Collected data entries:
◆ ◆ ◆ ◆
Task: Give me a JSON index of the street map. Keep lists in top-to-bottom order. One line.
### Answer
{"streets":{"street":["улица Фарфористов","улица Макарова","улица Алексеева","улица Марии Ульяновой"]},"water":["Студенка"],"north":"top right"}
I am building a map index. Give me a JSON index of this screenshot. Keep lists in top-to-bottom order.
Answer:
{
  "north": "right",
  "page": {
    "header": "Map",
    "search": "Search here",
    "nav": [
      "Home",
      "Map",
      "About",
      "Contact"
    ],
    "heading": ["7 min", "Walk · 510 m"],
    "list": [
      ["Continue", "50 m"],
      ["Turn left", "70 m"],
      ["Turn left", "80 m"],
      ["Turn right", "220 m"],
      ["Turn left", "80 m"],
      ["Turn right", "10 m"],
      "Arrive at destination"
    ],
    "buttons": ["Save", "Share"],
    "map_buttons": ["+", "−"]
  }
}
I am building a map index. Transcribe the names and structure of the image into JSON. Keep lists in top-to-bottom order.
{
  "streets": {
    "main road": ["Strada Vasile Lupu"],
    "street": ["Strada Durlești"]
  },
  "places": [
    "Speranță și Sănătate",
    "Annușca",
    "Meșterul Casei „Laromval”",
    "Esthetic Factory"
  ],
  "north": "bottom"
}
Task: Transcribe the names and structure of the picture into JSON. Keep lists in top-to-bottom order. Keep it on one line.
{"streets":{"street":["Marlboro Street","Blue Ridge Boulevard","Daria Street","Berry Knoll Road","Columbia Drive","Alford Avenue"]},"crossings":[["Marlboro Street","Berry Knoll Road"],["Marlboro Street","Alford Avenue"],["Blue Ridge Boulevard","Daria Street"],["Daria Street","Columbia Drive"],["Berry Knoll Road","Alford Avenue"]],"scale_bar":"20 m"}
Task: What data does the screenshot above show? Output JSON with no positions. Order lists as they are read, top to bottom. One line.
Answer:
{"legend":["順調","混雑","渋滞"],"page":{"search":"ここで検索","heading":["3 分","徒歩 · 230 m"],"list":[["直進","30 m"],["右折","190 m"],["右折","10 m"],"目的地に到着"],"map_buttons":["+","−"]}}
◆ ◆ ◆ ◆
Task description:
Using the records above, find and show each line with the string "screenshot".

Response:
I am building a map index. Give me a JSON index of this screenshot. Keep lists in top-to-bottom order.
Task: What data does the screenshot above show? Output JSON with no positions. Order lists as they are read, top to bottom. One line.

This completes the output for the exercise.